Encode within the noisiest components of the discrete cosine transform. Again, a slight alteration of the underlying statistics. In this case, take the last components of the DCT and set them to specific values.

Considered options
Average manipulation. Given a block of pixels, if the average intensity of the pixels in the block is even then we have a 0, and if it is odd we have 1. If we say a block contains a single pixel, we look at whether round((red + green + blue)/3) is even or odd. In this case, we have more freedom - we can change the red, green or blue channels to encode a value. Furthermore, we can look at the average of reds within a 4x4 block, the greens in a 4x4 block, etc. Essentially, reducing the amount of data encoded to better mask it within the image. The less data to encode, the harder it is to find again.

Inverse statistics. This idea is a little on the crazy side, but I like it. Rather than manipulate an image, capture from a video feed until a single frame exhibits the desired statistics which will encode the image. Such a zany solution can work if the number of bits to encode is very small and if there is a bit of noise from the camera's CCD. As you can imagine, to store more than a few bits could take forever in waiting for the right frame.

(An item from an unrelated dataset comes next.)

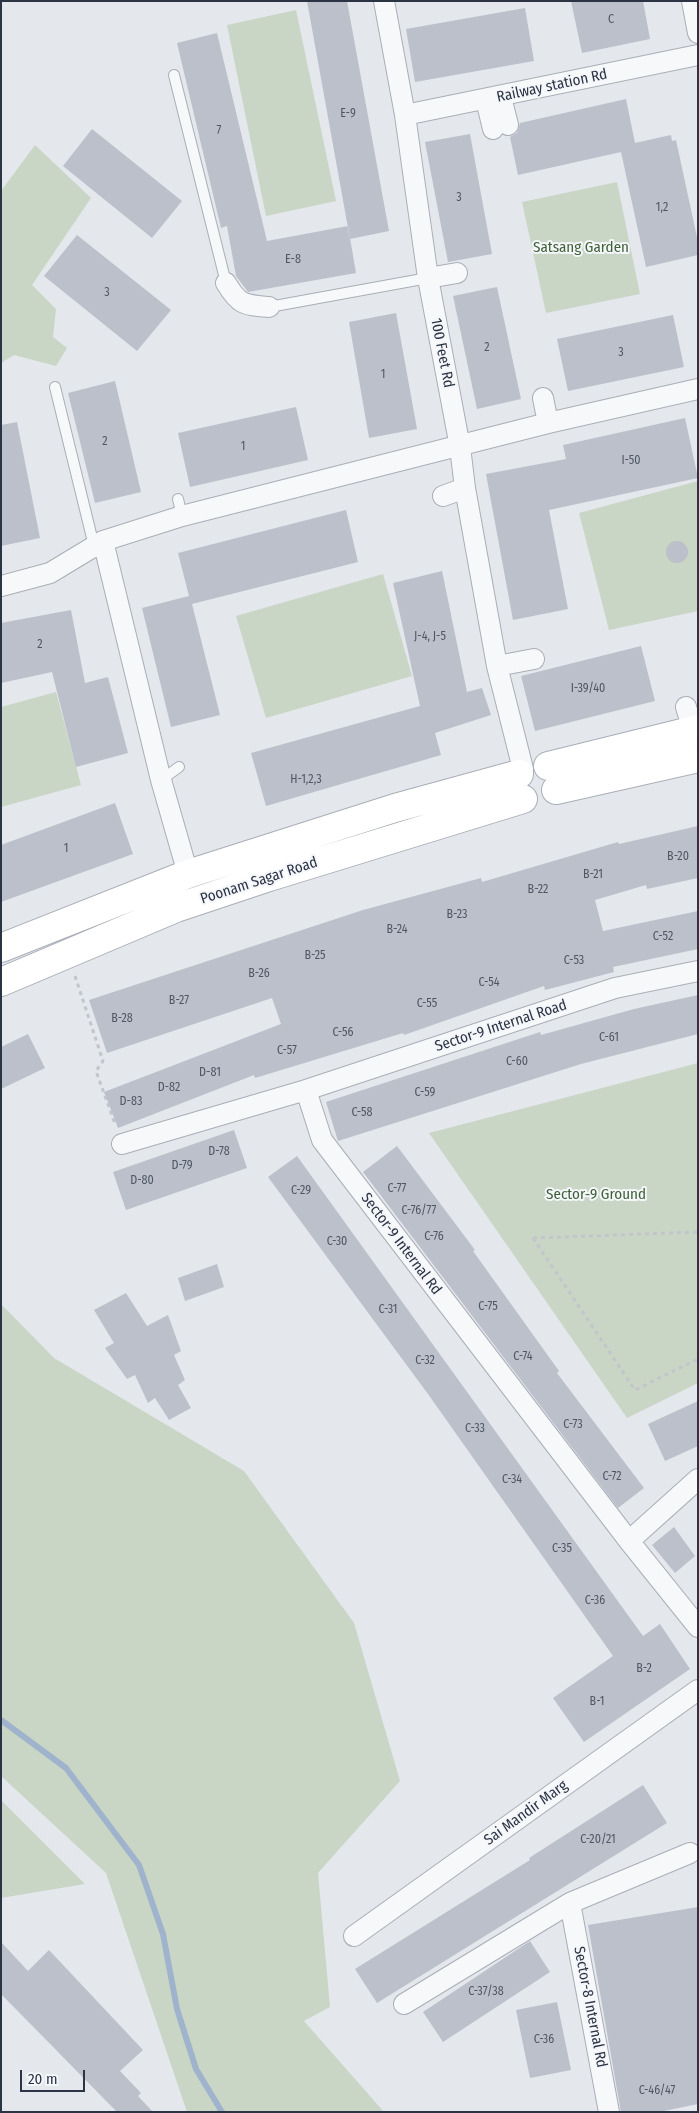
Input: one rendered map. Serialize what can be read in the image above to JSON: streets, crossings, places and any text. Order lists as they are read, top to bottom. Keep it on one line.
{"streets":{"main road":["Poonam Sagar Road"],"street":["Railway station Rd","100 Feet Rd","Sector-9 Internal Road","Sector-9 Internal Rd","Sai Mandir Marg","Sector-8 Internal Rd"]},"crossings":[["Railway station Rd","100 Feet Rd"],["100 Feet Rd","Poonam Sagar Road"],["Sector-9 Internal Road","Sector-9 Internal Rd"]],"parks":["Satsang Garden","Sector-9 Ground"],"house_numbers":["C","E-9","7","3","1,2","E-8","3","2","3","1","2","1","I-50","J-4, J-5","2","I-39/40","H-1,2,3","1","B-20","B-21","B-22","B-23","B-24","C-52","B-25","C-53","B-26","C-54","B-27","C-55","B-28","C-56","C-61","C-57","C-60","D-81","D-82","C-59","D-83","C-58","D-78","D-79","D-80","C-77","C-29","C-76/77","C-76","C-30","C-75","C-31","C-74","C-32","C-73","C-33","C-72","C-34","C-35","C-36","B-2","B-1","C-20/21","C-37/38","C-36","C-46/47"],"scale_bar":"20 m"}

HDR statistics. Recall that an HDR image is composed of several shots, taken at different brightness levels, then recombined to max out the dynamic range. Now, suppose we captured about 10 frames. Each frame is the same image, but with some variation. If the images are the same, then the pixels are interchangeable. We could use this to pick and choose pixels that match the desired statistics. On the downside, these changes will stand out when dealing with moving objects.

Chosen Option
Colour tweaking. As far as I can tell, the problem is that we doing the equivalent of encoding a second image with fewer bits so that it is hidden to the human but can be rooted out thanks to statistical techniques. What we wish to do is to preserve the colour range and not hide something behind every pixel.

Essentially, let us suppose that we have 'n' colours in a photograph and wish to encode 'n' (or as close to as possible 'n') bytes. Let us not count the colours that are at the edge of the possible such as pure blue, pure white, pure black, etc. These are most likely to appear as a complete white-spot, or black spot, and we don't want to leave a hint of manipulation by not having pure white.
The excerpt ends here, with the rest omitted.